Work instructions:
From the first line of the records below through the line with "g.textAlign = isNaN(turn) ? turn : align;", output each line exactly; skip the pictures.

Extracted information:

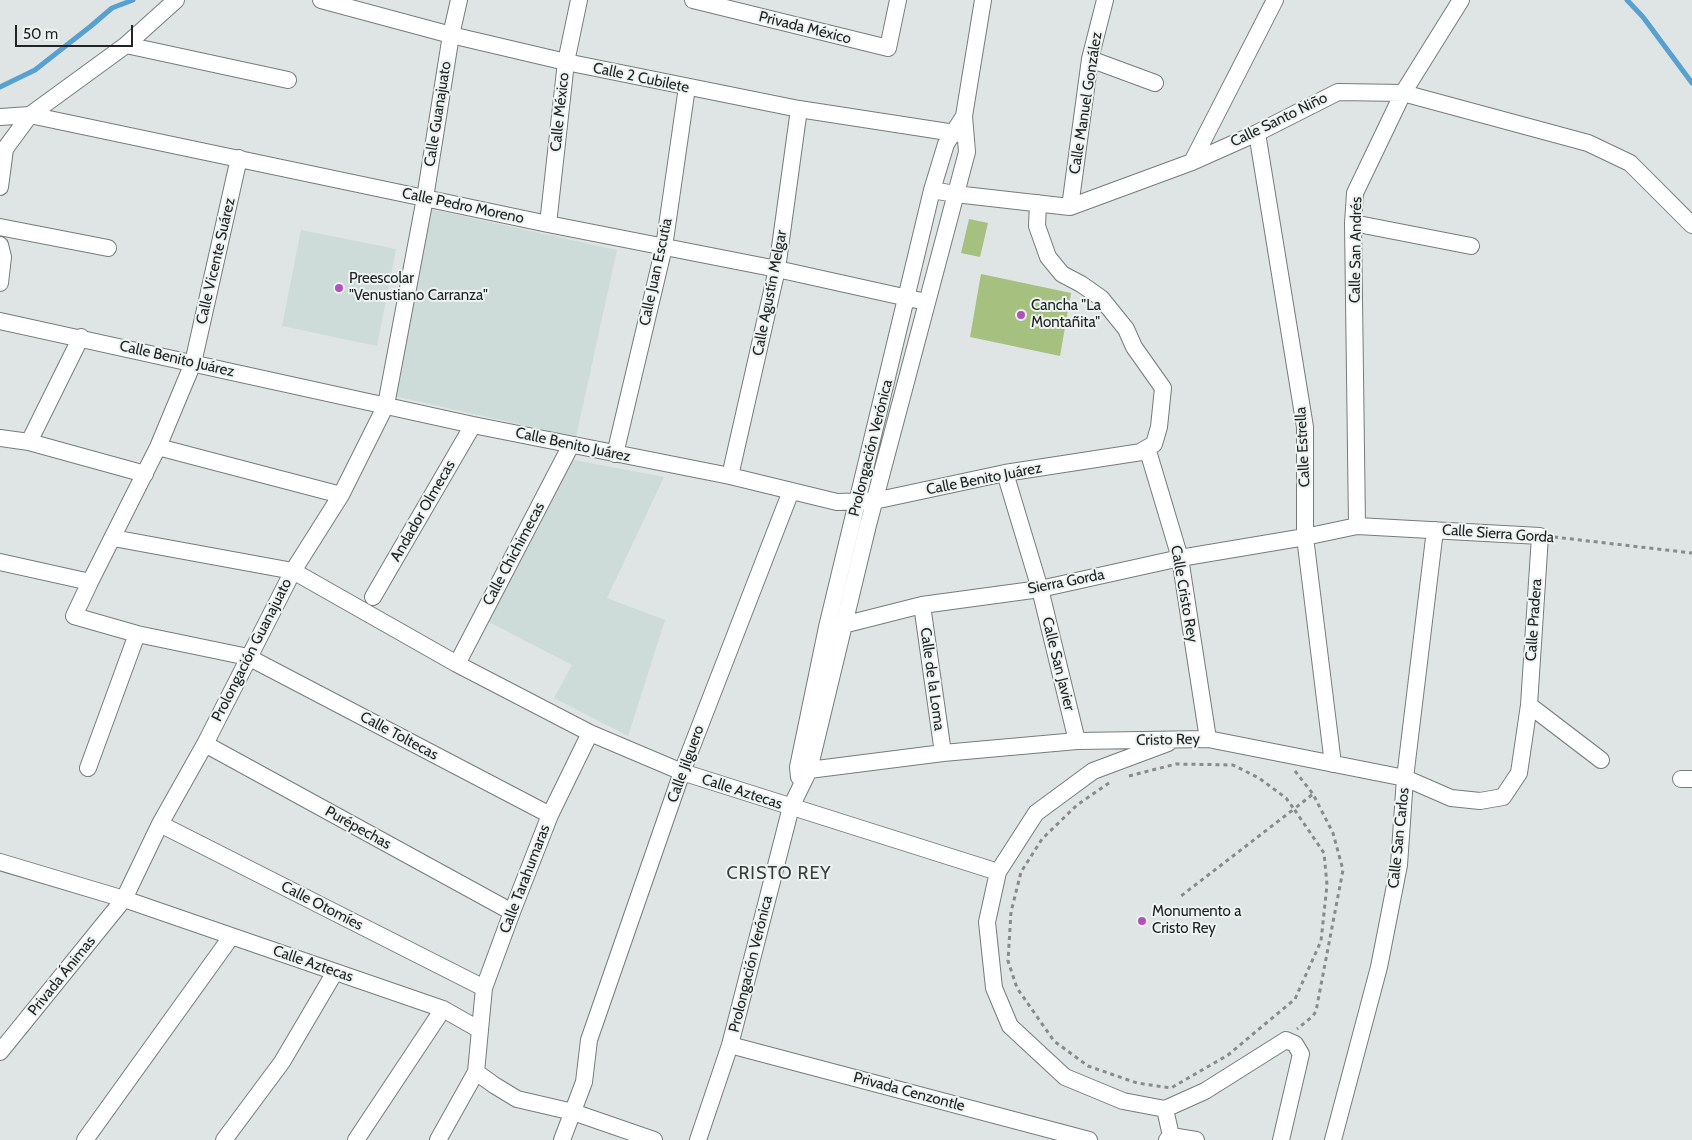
<!DOCTYPE html>
<meta charset="utf-8">
<style>
body{margin:0}
#map{position:relative;width:1692px;height:1140px;overflow:hidden;background:#dfe5e4;font-family:Cabin,sans-serif}
canvas{display:block}
.scale{position:absolute;left:15px;top:25px;width:118px;height:22px;box-sizing:border-box;border:2px solid #222424;border-top:0;padding-left:6px;font-size:15px;line-height:18px;white-space:nowrap;color:#222424;-webkit-text-stroke:4px #ecf3f1;paint-order:stroke}
</style>
<div id="map">
<canvas width="1692" height="1140"></canvas>
<div class="scale">50 m</div>
</div>
<script>
const g = document.querySelector('canvas').getContext('2d');
g.lineJoin = 'round';
function fill(path, color) {
  g.fillStyle = color;
  g.fill(path, 'evenodd');
}
function poly(rows) {
  const path = new Path2D();
  for (const r of rows) {
    path.moveTo(r[0], r[1]);
    for (let i = 2; i < r.length; i += 2) path.lineTo(r[i], r[i + 1]);
  }
  return path;
}
function trace(path, color, width, dash) {
  g.strokeStyle = color;
  g.lineWidth = width;
  g.lineCap = dash ? 'butt' : 'round';
  g.setLineDash(dash || []);
  g.stroke(path);
}
function write(font, color, halo, rows, align = 'center') {
  g.font = font + ' Cabin,sans-serif';
  g.lineWidth = 4;
  g.setLineDash([]);
  g.textBaseline = 'middle';
  g.strokeStyle = halo;
  g.fillStyle = color;
  for (const [text, x, y, turn = 0] of rows) {
    g.save();
    g.translate(x, y);
    g.rotate((+turn || 0) * Math.PI / 180);
    g.textAlign = isNaN(turn) ? turn : align;
    if (halo) g.strokeText(text, 0, 0);
    g.fillText(text, 0, 0);
    g.restore();
  }
}
fill(poly([
 [430,209,617,250,576,437,394,396],
 [301,230,396,249,377,346,282,326],
 [569,459,664,477,607,598,665,620,628,736,554,698,572,665,485,620]
]), '#cddcd9');
fill(poly([
 [969,219,988,223,980,257,961,253],
 [981,274,1071,293,1060,356,970,337]
]), '#a5c07f');
trace(poly([
 [1627,0,1643,17,1692,83],
 [0,87,35,70,91,26,112,8,133,0]
]), '#57a0cf', 5);
const minor = poly([
 [321,0,451,35,566,62,799,109,961,134],
 [693,0,888,48,898,0],
 [126,45,288,80],
 [1090,59,1155,83],
 [0,117,30,115,548,224,777,269,926,302],
 [1257,133,1305,427,1305,537,1333,764],
 [239,158,193,363,158,447,90,582,74,616,137,634,248,657,550,815],
 [1192,162,1275,0],
 [0,187,5,149,30,115,126,45,176,0],
 [932,190,955,194,1070,207,1192,162,1257,133,1338,92,1403,93,1588,143,1630,163,1692,225],
 [1038,203,1037,226,1048,257,1062,274,1081,284,1101,298,1126,329,1134,347,1163,388,1159,427,1154,444,1140,452],
 [1070,207,1090,59,1105,0],
 [1353,223,1471,246],
 [548,224,566,62,579,0],
 [0,227,108,248],
 [0,245,3,257,0,283],
 [0,321,473,425,730,476,837,502,874,501,1005,473,1148,451,1180,558,1208,739],
 [0,438,29,442,145,474],
 [29,442,81,337],
 [158,447,341,495],
 [615,454,664,247,687,87],
 [1005,473,1040,589,1077,741],
 [730,476,777,269,799,109],
 [1357,526,1353,223,1355,193,1403,93,1461,0],
 [113,538,293,571,457,664,590,733,682,772,998,872],
 [0,562,90,582],
 [373,597,473,425],
 [922,605,943,753],
 [457,664,571,445],
 [1529,705,1601,760],
 [205,744,512,912],
 [798,767,809,770,943,753,1077,741,1208,739,1405,778,1451,798,1480,801,1503,797,1519,773,1529,705,1540,536,1357,526,1305,537,1180,558,1040,589,922,605,843,625,827,627],
 [88,768,137,634],
 [799,777,798,767,827,627,932,190,946,144,964,116],
 [1681,779,1692,779],
 [160,824,484,988],
 [0,862,124,899,443,1009,480,1030,476,1072,438,1140],
 [480,1030,484,988,512,912,550,815,590,733],
 [730,1045,1089,1140],
 [0,1052,124,899,160,824,205,744,293,571,341,495,386,405,425,198,451,35,459,0],
 [476,1072,494,1085,517,1099,573,1112,654,1140],
 [1165,1109,1123,1101,1065,1077,1010,1026,994,988,987,922,998,872,1036,813,1093,771,1168,743],
 [1171,1136,1165,1109,1205,1091,1286,1040,1295,1044,1301,1054,1281,1140],
 [85,1140,231,937],
 [224,1140,282,1062,335,972],
 [356,1140,443,1009],
 [562,1140,584,1082,589,1040,682,772,791,491],
 [698,1140,730,1045,791,807,809,770,868,525,967,152,964,116,983,0],
 [1167,1140,1171,1136,1196,1140],
 [1333,1140,1379,967,1399,865,1405,778,1435,530]
]);
trace(minor, '#767c7b', 18);
trace(poly([
 [1554,537,1692,553],
 [1295,771,1313,794,1333,833,1343,870,1316,1011,1313,1016,1297,1029],
 [1129,776,1176,764,1233,765,1259,778,1286,798,1294,809,1181,896],
 [1109,783,1077,805,1042,839,1021,872,1011,912,1008,961,1017,988,1054,1041,1088,1066,1137,1083,1171,1088,1228,1055,1295,999,1321,941,1327,885,1324,853,1294,809,1313,794]
]), '#878b8a', 3, [4, 4]);
trace(minor, '#fff', 16);
for (const [x, y, r, color] of [
 [339,288,5,"#b052bc"],
 [1021,315,5,"#b052bc"],
 [1142,921,5,"#b052bc"]
]) {
  const dot = new Path2D();
  dot.arc(x, y, r, 0, 2 * Math.PI);
  g.fillStyle = color;
  g.fill(dot);
  trace(dot, '#ecf3f1', 2);
}
write('15px', '#222424', '#ecf3f1', [
 ["Privada México",805,28,14],
 ["Calle 2 Cubilete",641,78,12],
 ["Calle Manuel González",1086,103,-81],
 ["Calle México",560,112,-84],
 ["Calle Guanajuato",438,114,-81],
 ["Calle Santo Niño",1279,120,-26],
 ["Calle Pedro Moreno",463,206,12],
 ["Calle San Andrés",1356,250,-89],
 ["Calle Vicente Suárez",216,261,-77],
 ["Calle Juan Escutia",656,272,-78],
 ["Calle Agustín Melgar",770,293,-79],
 ["Calle Benito Juárez",177,359,13],
 ["Calle Benito Juárez",573,445,12],
 ["Calle Estrella",1303,447,-93],
 ["Prolongación Verónica",871,448,-76],
 ["Calle Benito Juárez",984,479,-11],
 ["Andador Olmecas",423,511,-60],
 ["Calle Sierra Gorda",1498,534,4],
 ["Calle Chichimecas",514,554,-62],
 ["Sierra Gorda",1066,582,-11],
 ["Calle Cristo Rey",1184,594,80],
 ["Calle Pradera",1534,620,-86],
 ["Prolongación Guanajuato",252,650,-63],
 ["Calle San Javier",1058,664,76],
 ["Calle de la Loma",932,679,82],
 ["Calle Toltecas",399,736,28],
 ["Cristo Rey",1168,740,-1],
 ["Calle Jilguero",686,764,-70],
 ["Calle Aztecas",742,792,18],
 ["Purépechas",358,828,29],
 ["Calle San Carlos",1399,838,-84],
 ["Calle Tarahumaras",525,879,-69],
 ["Calle Otomíes",322,906,27],
 ["Calle Aztecas",313,964,19],
 ["Prolongación Verónica",751,964,-76],
 ["Privada Ánimas",62,976,-51],
 ["Privada Cenzontle",909,1092,15]
]);
write('15px', '#222424', '#ecf3f1', [
 ["Preescolar",349,279],
 ["\"Venustiano Carranza\"",349,296],
 ["Cancha \"La",1031,306],
 ["Montañita\"",1031,323],
 ["Monumento a",1152,912],
 ["Cristo Rey",1152,929]
], 'left');
g.letterSpacing = '1px';
write('18px', '#393e3d', '#ecf3f1', [
 ["CRISTO REY",779,874]
]);
g.letterSpacing = '0px';
</script>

Exercise answer:
<!DOCTYPE html>
<meta charset="utf-8">
<style>
body{margin:0}
#map{position:relative;width:1692px;height:1140px;overflow:hidden;background:#dfe5e4;font-family:Cabin,sans-serif}
canvas{display:block}
.scale{position:absolute;left:15px;top:25px;width:118px;height:22px;box-sizing:border-box;border:2px solid #222424;border-top:0;padding-left:6px;font-size:15px;line-height:18px;white-space:nowrap;color:#222424;-webkit-text-stroke:4px #ecf3f1;paint-order:stroke}
</style>
<div id="map">
<canvas width="1692" height="1140"></canvas>
<div class="scale">50 m</div>
</div>
<script>
const g = document.querySelector('canvas').getContext('2d');
g.lineJoin = 'round';
function fill(path, color) {
  g.fillStyle = color;
  g.fill(path, 'evenodd');
}
function poly(rows) {
  const path = new Path2D();
  for (const r of rows) {
    path.moveTo(r[0], r[1]);
    for (let i = 2; i < r.length; i += 2) path.lineTo(r[i], r[i + 1]);
  }
  return path;
}
function trace(path, color, width, dash) {
  g.strokeStyle = color;
  g.lineWidth = width;
  g.lineCap = dash ? 'butt' : 'round';
  g.setLineDash(dash || []);
  g.stroke(path);
}
function write(font, color, halo, rows, align = 'center') {
  g.font = font + ' Cabin,sans-serif';
  g.lineWidth = 4;
  g.setLineDash([]);
  g.textBaseline = 'middle';
  g.strokeStyle = halo;
  g.fillStyle = color;
  for (const [text, x, y, turn = 0] of rows) {
    g.save();
    g.translate(x, y);
    g.rotate((+turn || 0) * Math.PI / 180);
    g.textAlign = isNaN(turn) ? turn : align;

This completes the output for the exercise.